Directions for this task: Pull every line with the word "html" out of the entries below.

Data extracts:
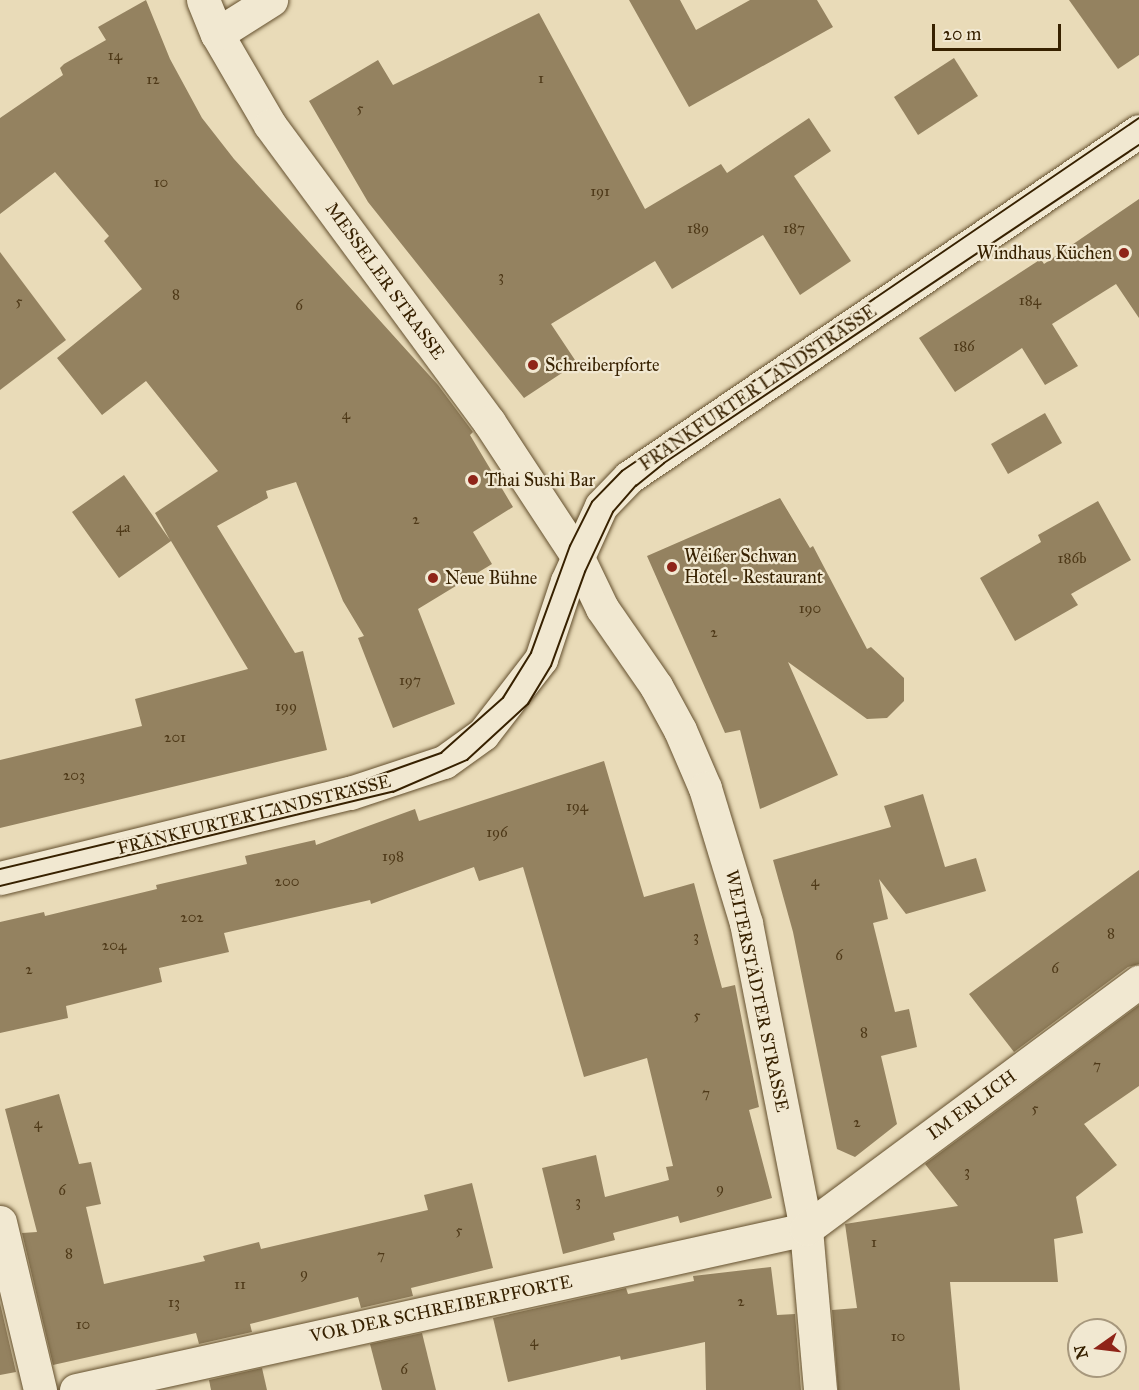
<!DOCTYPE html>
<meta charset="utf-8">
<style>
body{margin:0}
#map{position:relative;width:1139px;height:1390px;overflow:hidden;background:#e9dbb8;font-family:"IM FELL Great Primer",serif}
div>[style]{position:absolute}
.building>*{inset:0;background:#948260}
.roads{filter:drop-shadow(0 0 2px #64502e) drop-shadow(0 0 2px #64502e)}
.minor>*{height:33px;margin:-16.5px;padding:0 16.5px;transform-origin:16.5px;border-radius:16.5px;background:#f1e8d1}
.tram>*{height:1.5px;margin:-0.75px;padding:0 0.75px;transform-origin:0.75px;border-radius:0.75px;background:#372100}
.dots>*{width:16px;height:16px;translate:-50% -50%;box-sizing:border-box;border:3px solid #f1e8d1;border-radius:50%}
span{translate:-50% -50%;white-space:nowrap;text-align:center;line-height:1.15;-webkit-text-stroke:4.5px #f1e8d1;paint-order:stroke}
.number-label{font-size:15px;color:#4e3918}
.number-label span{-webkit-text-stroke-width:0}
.poi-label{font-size:18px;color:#372100}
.right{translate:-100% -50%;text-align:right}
.left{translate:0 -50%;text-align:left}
.street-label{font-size:18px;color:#372100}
.north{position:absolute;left:1067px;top:1318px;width:60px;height:60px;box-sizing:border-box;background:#f1e8d1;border:2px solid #a7987d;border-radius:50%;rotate:256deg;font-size:16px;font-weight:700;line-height:24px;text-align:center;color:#372100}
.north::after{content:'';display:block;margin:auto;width:21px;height:27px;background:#8f2418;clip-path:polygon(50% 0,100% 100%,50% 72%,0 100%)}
.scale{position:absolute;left:932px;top:24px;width:129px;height:27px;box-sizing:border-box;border:3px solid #372100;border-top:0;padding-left:8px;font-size:18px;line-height:21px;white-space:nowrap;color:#372100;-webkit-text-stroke:4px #f1e8d1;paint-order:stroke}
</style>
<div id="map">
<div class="building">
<i style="clip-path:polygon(146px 0,170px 59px,202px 118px,234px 159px,438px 385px,473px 432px,470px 435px,513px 507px,473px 532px,492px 564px,418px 609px,455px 704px,393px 728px,358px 638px,364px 636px,343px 601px,296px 482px,266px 491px,268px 498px,217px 526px,295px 653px,303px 651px,327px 750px,0 828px,0 760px,142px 726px,135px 699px,248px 669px,171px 541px,119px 578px,72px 512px,124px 475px,170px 540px,155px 513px,218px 471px,146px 381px,102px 415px,57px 358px,142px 289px,104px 241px,109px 236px,55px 172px,0 214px,0 118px,63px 75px,60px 68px,64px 64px,106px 40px,98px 27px)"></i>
<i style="clip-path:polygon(629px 0,680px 0,696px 30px,750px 0,817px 0,833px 27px,689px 107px)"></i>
<i style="clip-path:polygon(1069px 0,1139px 0,1139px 55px,1118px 69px)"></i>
<i style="clip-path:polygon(539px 13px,645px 209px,721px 164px,727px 173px,809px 118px,831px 151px,794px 176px,851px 261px,800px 295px,763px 235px,672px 289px,655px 261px,551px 324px,577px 363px,524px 398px,368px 202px,309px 101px,378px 60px,393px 85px)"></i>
<i style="clip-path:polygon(954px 58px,978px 96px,918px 135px,894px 97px)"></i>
<i style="clip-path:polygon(1139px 199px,1139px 318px,1116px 284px,1052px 324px,1078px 366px,1045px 385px,1022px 348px,955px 392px,919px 338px,1041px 259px,1044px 264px)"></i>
<i style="clip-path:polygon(0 252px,66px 340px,0 390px)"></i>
<i style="clip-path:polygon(1045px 413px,1062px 443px,1008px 474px,991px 444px)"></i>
<i style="clip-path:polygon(780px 498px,810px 548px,813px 546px,867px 649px,871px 647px,904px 678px,904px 701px,887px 718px,867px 719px,788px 662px,838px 775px,760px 809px,740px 730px,725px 733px,647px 556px)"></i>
<i style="clip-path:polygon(1098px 501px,1131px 560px,1071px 594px,1078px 605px,1015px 641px,980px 578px,1041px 542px,1038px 535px)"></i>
<i style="clip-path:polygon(604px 761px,644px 897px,694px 883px,722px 988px,735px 985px,759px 1107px,749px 1110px,772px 1198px,680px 1223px,678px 1216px,613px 1233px,615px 1240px,563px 1254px,542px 1168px,596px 1155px,605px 1197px,669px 1180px,666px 1167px,673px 1166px,647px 1058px,584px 1077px,523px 867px,479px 881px,474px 867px,371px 904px,370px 900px,224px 933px,229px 952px,159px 968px,162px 982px,66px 1006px,68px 1018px,0 1033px,0 922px,44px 912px,45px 916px,157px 889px,156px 885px,247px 864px,245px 856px,315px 840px,316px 845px,415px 809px,419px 821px)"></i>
<i style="clip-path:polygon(923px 794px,945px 867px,976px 858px,986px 891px,906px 914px,879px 879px,888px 919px,873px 923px,895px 1012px,909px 1009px,917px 1047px,881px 1056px,897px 1124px,855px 1157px,837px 1149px,793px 932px,773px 860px,891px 827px,884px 806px)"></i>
<i style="clip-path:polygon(1139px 870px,1139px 964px,1128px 967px,1014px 1052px,969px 994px)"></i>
<i style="clip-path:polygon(1139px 1005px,1139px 1086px,1084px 1124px,1117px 1165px,1076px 1197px,1083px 1233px,1054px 1239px,1058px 1282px,950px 1282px,960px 1390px,838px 1390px,832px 1310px,857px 1308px,845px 1224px,958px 1206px,925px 1164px)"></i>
<i style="clip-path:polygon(59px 1094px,79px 1164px,91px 1162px,101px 1204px,86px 1207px,104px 1284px,205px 1261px,203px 1256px,259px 1242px,261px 1249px,428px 1210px,424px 1195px,472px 1183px,493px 1268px,411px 1288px,413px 1296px,361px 1308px,358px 1297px,250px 1324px,252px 1332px,199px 1344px,196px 1333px,53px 1365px,22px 1233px,37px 1232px,5px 1109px)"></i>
<i style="clip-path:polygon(771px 1267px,777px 1315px,795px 1314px,801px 1390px,706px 1390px,705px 1342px,621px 1360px,620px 1356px,508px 1382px,493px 1318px,626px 1288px,628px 1294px,694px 1281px,693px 1276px)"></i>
<i style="clip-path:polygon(0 1303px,16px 1372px,0 1375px)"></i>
<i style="clip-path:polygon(422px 1333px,436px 1390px,382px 1390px,370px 1344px)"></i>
<i style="clip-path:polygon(262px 1368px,267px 1390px,211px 1390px,209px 1380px)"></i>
</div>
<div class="roads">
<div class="minor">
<i style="left:203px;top:0;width:37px;rotate:68deg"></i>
<i style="left:217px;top:34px;width:105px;rotate:59.8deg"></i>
<i style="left:270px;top:125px;width:369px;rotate:53.6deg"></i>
<i style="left:489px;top:422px;width:160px;rotate:56.7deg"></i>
<i style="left:577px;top:556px;width:58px;rotate:64.3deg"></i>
<i style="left:602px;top:608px;width:95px;rotate:55.3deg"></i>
<i style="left:656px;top:686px;width:50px;rotate:61.4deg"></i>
<i style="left:680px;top:730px;width:63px;rotate:66.7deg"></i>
<i style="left:705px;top:788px;width:141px;rotate:73.1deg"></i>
<i style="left:746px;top:923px;width:312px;rotate:78.9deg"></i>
<i style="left:806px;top:1229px;width:162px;rotate:85deg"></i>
<i style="left:217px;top:34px;width:64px;rotate:-32.2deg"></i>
<i style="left:0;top:878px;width:360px;rotate:-13.7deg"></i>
<i style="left:350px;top:793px;width:99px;rotate:-18.3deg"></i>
<i style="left:444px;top:762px;width:48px;rotate:-35.7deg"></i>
<i style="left:483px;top:734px;width:95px;rotate:-52.3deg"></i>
<i style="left:541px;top:659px;width:82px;rotate:-71.6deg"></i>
<i style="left:567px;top:581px;width:82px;rotate:-65.6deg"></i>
<i style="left:601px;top:506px;width:40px;rotate:-46deg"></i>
<i style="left:629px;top:477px;width:616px;rotate:-34.15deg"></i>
<i style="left:0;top:1222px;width:173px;rotate:76.6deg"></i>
<i style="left:76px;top:1390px;width:748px;rotate:-12.44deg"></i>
<i style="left:806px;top:1229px;width:415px;rotate:-36.6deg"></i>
</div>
</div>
<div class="tram">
<i style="left:0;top:869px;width:358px;rotate:-13.4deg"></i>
<i style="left:348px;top:786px;width:99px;rotate:-19.5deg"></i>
<i style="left:441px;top:753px;width:83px;rotate:-41.6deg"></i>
<i style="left:503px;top:698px;width:53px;rotate:-58.1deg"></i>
<i style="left:531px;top:653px;width:114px;rotate:-70deg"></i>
<i style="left:570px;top:546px;width:49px;rotate:-63.4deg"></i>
<i style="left:592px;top:502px;width:43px;rotate:-45.9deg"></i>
<i style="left:622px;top:471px;width:626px;rotate:-34.32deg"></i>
<i style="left:0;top:886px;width:404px;rotate:-13.5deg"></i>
<i style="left:393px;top:792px;width:81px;rotate:-23.4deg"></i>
<i style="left:467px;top:760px;width:83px;rotate:-42.6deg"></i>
<i style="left:528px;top:704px;width:44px;rotate:-58.8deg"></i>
<i style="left:551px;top:666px;width:100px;rotate:-70.1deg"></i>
<i style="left:585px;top:572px;width:66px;rotate:-65deg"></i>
<i style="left:613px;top:512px;width:35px;rotate:-49deg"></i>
<i style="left:636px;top:486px;width:36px;rotate:-39deg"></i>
<i style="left:664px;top:463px;width:572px;rotate:-33.8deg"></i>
</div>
<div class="dots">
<i style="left:1124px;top:253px;background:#8f2418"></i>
<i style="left:533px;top:365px;background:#8f2418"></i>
<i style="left:473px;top:480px;background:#8f2418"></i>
<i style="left:672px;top:567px;background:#8f2418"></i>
<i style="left:433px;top:578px;background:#8f2418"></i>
</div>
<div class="number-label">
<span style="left:115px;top:56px">14</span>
<span style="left:541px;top:79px">1</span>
<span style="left:153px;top:80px">12</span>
<span style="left:360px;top:109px">5</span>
<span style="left:161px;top:183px">10</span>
<span style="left:600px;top:192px">191</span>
<span style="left:698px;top:229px">189</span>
<span style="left:794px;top:229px">187</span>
<span style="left:501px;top:277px">3</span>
<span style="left:176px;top:295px">8</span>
<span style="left:1030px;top:301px">184</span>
<span style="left:19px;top:302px">5</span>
<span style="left:299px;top:306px">6</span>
<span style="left:964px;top:347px">186</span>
<span style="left:346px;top:415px">4</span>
<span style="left:416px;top:520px">2</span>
<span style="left:123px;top:528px">4a</span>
<span style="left:1072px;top:559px">186b</span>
<span style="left:810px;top:609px">190</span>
<span style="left:714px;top:633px">2</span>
<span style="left:410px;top:681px">197</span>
<span style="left:286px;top:707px">199</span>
<span style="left:175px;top:738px">201</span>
<span style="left:74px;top:776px">203</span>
<span style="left:577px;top:807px">194</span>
<span style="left:497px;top:833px">196</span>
<span style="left:393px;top:857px">198</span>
<span style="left:287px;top:882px">200</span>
<span style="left:815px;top:882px">4</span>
<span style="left:192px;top:918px">202</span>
<span style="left:1111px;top:934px">8</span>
<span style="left:696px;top:937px">3</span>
<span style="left:114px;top:946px">204</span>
<span style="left:839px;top:956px">6</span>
<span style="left:1055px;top:969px">6</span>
<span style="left:29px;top:970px">2</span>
<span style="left:697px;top:1016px">5</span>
<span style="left:864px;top:1033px">8</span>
<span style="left:1097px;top:1066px">7</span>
<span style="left:706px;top:1094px">7</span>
<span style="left:1035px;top:1109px">5</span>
<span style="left:857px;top:1123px">2</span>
<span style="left:38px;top:1124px">4</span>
<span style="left:967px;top:1172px">3</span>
<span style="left:720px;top:1189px">9</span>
<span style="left:62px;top:1191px">6</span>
<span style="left:578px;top:1202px">3</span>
<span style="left:459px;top:1231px">5</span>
<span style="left:874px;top:1243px">1</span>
<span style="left:69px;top:1254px">8</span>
<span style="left:381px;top:1256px">7</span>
<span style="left:304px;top:1274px">9</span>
<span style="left:240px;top:1285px">11</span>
<span style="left:741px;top:1302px">2</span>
<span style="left:174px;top:1303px">13</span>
<span style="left:83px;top:1325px">10</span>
<span style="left:898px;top:1337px">10</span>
<span style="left:534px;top:1342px">4</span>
<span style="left:404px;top:1370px">6</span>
</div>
<div class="poi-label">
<span class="right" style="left:1112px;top:253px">Windhaus Küchen</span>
<span class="left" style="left:545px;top:365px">Schreiberpforte</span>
<span class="left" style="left:485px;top:480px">Thai Sushi Bar</span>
<span class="left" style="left:684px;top:567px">Weißer Schwan<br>Hotel - Restaurant</span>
<span class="left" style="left:445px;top:578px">Neue Bühne</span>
</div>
<div class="street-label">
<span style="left:385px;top:281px;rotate:54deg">MESSELER STRASSE</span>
<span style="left:758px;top:388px;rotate:-34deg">FRANKFURTER LANDSTRASSE</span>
<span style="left:254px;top:815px;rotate:-14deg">FRANKFURTER LANDSTRASSE</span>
<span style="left:757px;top:991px;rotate:78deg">WEITERSTÄDTER STRASSE</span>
<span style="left:972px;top:1105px;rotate:-36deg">IM ERLICH</span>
<span style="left:441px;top:1309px;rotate:-12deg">VOR DER SCHREIBERPFORTE</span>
</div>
<div class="north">N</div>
<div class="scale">20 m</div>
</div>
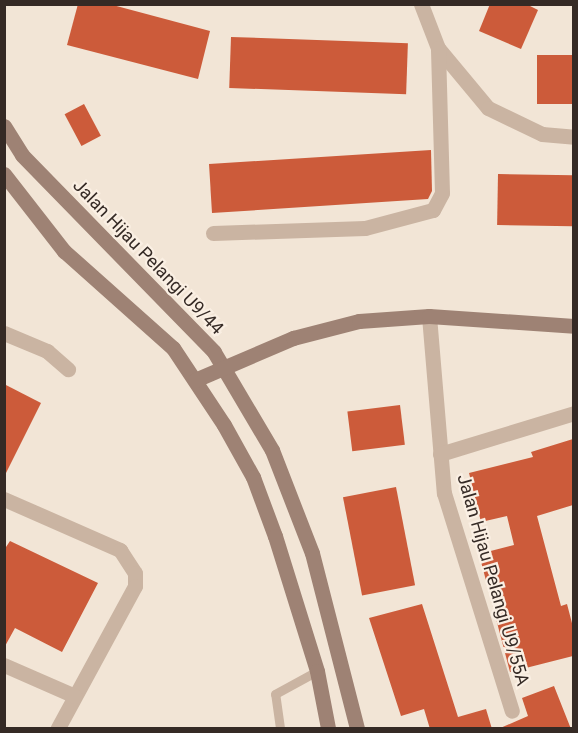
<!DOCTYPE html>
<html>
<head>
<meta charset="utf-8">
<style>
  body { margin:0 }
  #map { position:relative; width:578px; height:733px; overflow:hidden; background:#f2e5d6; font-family:Roboto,sans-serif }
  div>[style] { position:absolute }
  .building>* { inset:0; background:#cc5b3a; transform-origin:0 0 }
  .lane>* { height:9px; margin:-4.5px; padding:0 4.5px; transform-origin:4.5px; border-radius:4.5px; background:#cab4a2 }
  .street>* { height:15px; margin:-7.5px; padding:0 7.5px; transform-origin:7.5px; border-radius:7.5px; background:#cab4a2 }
  .secondary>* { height:15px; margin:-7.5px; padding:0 7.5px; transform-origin:7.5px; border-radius:7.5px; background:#9e8274 }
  span { translate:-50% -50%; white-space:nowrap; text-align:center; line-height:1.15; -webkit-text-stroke:4.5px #faefe3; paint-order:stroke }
  .street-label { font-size:18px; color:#352a25 }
  .frame { position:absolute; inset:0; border:6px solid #352a25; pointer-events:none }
</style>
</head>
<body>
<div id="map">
  <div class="building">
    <i style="clip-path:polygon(78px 4px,109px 4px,210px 31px,198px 79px,67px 45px)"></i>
    <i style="clip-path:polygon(490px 4px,526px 4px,538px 10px,521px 49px,479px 31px)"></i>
    <i style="left:231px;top:37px;width:177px;height:51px;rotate:2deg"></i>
    <i style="left:537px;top:55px;width:36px;height:49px"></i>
    <i style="left:84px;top:104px;width:36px;height:22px;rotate:62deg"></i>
    <i style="clip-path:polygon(431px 150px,432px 191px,428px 199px,212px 213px,209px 164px)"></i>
    <i style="left:498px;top:174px;width:75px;height:51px;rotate:1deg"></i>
    <i style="clip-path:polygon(4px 384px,41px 403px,4px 477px)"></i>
    <i style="left:400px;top:405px;width:40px;height:53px;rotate:83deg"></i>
    <i style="clip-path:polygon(573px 439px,573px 505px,537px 516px,561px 606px,567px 604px,573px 627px,573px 656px,510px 672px,479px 554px,514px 545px,507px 516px,481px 522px,469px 473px,533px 457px,531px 452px)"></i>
    <i style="left:396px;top:487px;width:100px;height:54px;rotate:79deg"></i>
    <i style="clip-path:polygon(10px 541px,98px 583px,62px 652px,15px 628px,4px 648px,4px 550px)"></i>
    <i style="clip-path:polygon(422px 604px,458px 717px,486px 709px,492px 729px,430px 729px,424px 709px,401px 716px,369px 618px)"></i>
    <i style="clip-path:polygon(554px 686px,571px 729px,498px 729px,528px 716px,522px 698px)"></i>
  </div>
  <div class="lane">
    <i style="left:280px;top:728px;width:34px;rotate:-98deg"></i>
    <i style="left:275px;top:694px;width:48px;rotate:-28.7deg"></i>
  </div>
  <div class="street">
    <i style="left:421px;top:4px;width:47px;rotate:68.9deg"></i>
    <i style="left:438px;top:48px;width:78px;rotate:50.2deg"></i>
    <i style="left:488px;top:108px;width:60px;rotate:25.7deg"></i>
    <i style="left:542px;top:134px;width:32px;rotate:5deg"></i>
    <i style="left:213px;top:233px;width:152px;rotate:-1.9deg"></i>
    <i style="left:365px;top:228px;width:70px;rotate:-14.8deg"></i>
    <i style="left:433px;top:210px;width:19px;rotate:-62deg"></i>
    <i style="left:442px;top:193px;width:145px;rotate:-91.6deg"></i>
    <i style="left:429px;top:316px;width:178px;rotate:85.2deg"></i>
    <i style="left:444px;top:493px;width:228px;rotate:72.7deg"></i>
    <i style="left:4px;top:333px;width:47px;rotate:22.7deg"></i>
    <i style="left:47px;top:351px;width:28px;rotate:41deg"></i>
    <i style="left:440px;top:454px;width:140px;rotate:-17deg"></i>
    <i style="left:4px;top:499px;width:127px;rotate:23.7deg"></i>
    <i style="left:120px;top:550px;width:27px;rotate:57deg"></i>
    <i style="left:135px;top:573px;width:13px;rotate:90deg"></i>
    <i style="left:135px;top:586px;width:162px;rotate:118.5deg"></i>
    <i style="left:4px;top:665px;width:77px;rotate:23.6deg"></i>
  </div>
  <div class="secondary">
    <i style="left:4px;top:126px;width:34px;rotate:58deg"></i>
    <i style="left:22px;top:155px;width:275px;rotate:45.7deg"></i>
    <i style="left:214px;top:352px;width:114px;rotate:59.4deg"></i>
    <i style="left:272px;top:450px;width:110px;rotate:68.8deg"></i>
    <i style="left:312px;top:553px;width:181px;rotate:75.6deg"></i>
    <i style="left:4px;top:174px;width:98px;rotate:52.1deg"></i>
    <i style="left:64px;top:251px;width:146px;rotate:41.7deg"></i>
    <i style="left:173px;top:348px;width:92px;rotate:56.5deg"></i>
    <i style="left:224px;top:425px;width:60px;rotate:60.9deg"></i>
    <i style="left:253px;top:477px;width:63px;rotate:69.6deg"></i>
    <i style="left:275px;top:536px;width:141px;rotate:72.7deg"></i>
    <i style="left:317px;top:671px;width:58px;rotate:79.1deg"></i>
    <i style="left:195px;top:380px;width:107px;rotate:-23.2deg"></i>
    <i style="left:293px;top:338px;width:68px;rotate:-14.4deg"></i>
    <i style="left:359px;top:321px;width:70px;rotate:-4.1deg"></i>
    <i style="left:429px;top:316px;width:145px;rotate:3.9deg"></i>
  </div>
  <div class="street-label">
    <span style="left:148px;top:257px;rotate:46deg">Jalan Hijau Pelangi U9/44</span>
    <span style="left:493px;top:580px;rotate:74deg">Jalan Hijau Pelangi U9/55A</span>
  </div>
  <div class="frame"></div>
</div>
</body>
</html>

Answer to the problem:
<!DOCTYPE html>
<!DOCTYPE html>
<html>
</html>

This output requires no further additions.